INPUT MATERIAL:
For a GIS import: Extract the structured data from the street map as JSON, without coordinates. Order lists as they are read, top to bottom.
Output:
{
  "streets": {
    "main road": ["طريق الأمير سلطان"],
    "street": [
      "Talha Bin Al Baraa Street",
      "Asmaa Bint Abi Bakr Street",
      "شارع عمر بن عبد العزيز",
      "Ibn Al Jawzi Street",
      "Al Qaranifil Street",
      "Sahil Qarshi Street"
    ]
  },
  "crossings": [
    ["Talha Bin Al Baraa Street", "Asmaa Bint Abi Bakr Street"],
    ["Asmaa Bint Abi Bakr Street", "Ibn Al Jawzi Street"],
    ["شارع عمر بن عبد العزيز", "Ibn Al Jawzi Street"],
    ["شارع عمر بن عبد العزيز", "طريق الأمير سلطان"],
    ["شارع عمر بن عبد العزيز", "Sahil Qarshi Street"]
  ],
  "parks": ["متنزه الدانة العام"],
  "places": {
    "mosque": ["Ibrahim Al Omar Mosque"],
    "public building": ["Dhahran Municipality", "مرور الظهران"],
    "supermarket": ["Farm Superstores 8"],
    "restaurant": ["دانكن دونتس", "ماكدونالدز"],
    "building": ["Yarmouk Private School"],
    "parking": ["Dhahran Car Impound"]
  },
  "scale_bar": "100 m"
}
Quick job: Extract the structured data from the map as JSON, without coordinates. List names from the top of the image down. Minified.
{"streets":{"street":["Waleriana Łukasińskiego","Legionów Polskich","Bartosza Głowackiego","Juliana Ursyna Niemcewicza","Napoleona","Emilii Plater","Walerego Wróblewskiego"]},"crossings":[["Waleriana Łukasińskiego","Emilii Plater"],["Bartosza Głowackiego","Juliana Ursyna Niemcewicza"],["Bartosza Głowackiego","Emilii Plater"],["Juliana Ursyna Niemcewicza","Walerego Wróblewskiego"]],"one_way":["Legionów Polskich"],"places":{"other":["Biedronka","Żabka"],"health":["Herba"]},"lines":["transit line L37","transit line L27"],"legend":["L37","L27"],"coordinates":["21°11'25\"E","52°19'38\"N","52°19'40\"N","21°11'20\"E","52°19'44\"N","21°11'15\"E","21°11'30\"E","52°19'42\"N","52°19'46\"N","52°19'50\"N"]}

WHAT THE TASK ASKS: All entries given above should be transcribed exactly, with none omitted.

RESPONSE FOR THIS EXERCISE:
For a GIS import: Extract the structured data from the street map as JSON, without coordinates. Order lists as they are read, top to bottom.
Output:
{
  "streets": {
    "main road": ["طريق الأمير سلطان"],
    "street": [
      "Talha Bin Al Baraa Street",
      "Asmaa Bint Abi Bakr Street",
      "شارع عمر بن عبد العزيز",
      "Ibn Al Jawzi Street",
      "Al Qaranifil Street",
      "Sahil Qarshi Street"
    ]
  },
  "crossings": [
    ["Talha Bin Al Baraa Street", "Asmaa Bint Abi Bakr Street"],
    ["Asmaa Bint Abi Bakr Street", "Ibn Al Jawzi Street"],
    ["شارع عمر بن عبد العزيز", "Ibn Al Jawzi Street"],
    ["شارع عمر بن عبد العزيز", "طريق الأمير سلطان"],
    ["شارع عمر بن عبد العزيز", "Sahil Qarshi Street"]
  ],
  "parks": ["متنزه الدانة العام"],
  "places": {
    "mosque": ["Ibrahim Al Omar Mosque"],
    "public building": ["Dhahran Municipality", "مرور الظهران"],
    "supermarket": ["Farm Superstores 8"],
    "restaurant": ["دانكن دونتس", "ماكدونالدز"],
    "building": ["Yarmouk Private School"],
    "parking": ["Dhahran Car Impound"]
  },
  "scale_bar": "100 m"
}
Quick job: Extract the structured data from the map as JSON, without coordinates. List names from the top of the image down. Minified.
{"streets":{"street":["Waleriana Łukasińskiego","Legionów Polskich","Bartosza Głowackiego","Juliana Ursyna Niemcewicza","Napoleona","Emilii Plater","Walerego Wróblewskiego"]},"crossings":[["Waleriana Łukasińskiego","Emilii Plater"],["Bartosza Głowackiego","Juliana Ursyna Niemcewicza"],["Bartosza Głowackiego","Emilii Plater"],["Juliana Ursyna Niemcewicza","Walerego Wróblewskiego"]],"one_way":["Legionów Polskich"],"places":{"other":["Biedronka","Żabka"],"health":["Herba"]},"lines":["transit line L37","transit line L27"],"legend":["L37","L27"],"coordinates":["21°11'25\"E","52°19'38\"N","52°19'40\"N","21°11'20\"E","52°19'44\"N","21°11'15\"E","21°11'30\"E","52°19'42\"N","52°19'46\"N","52°19'50\"N"]}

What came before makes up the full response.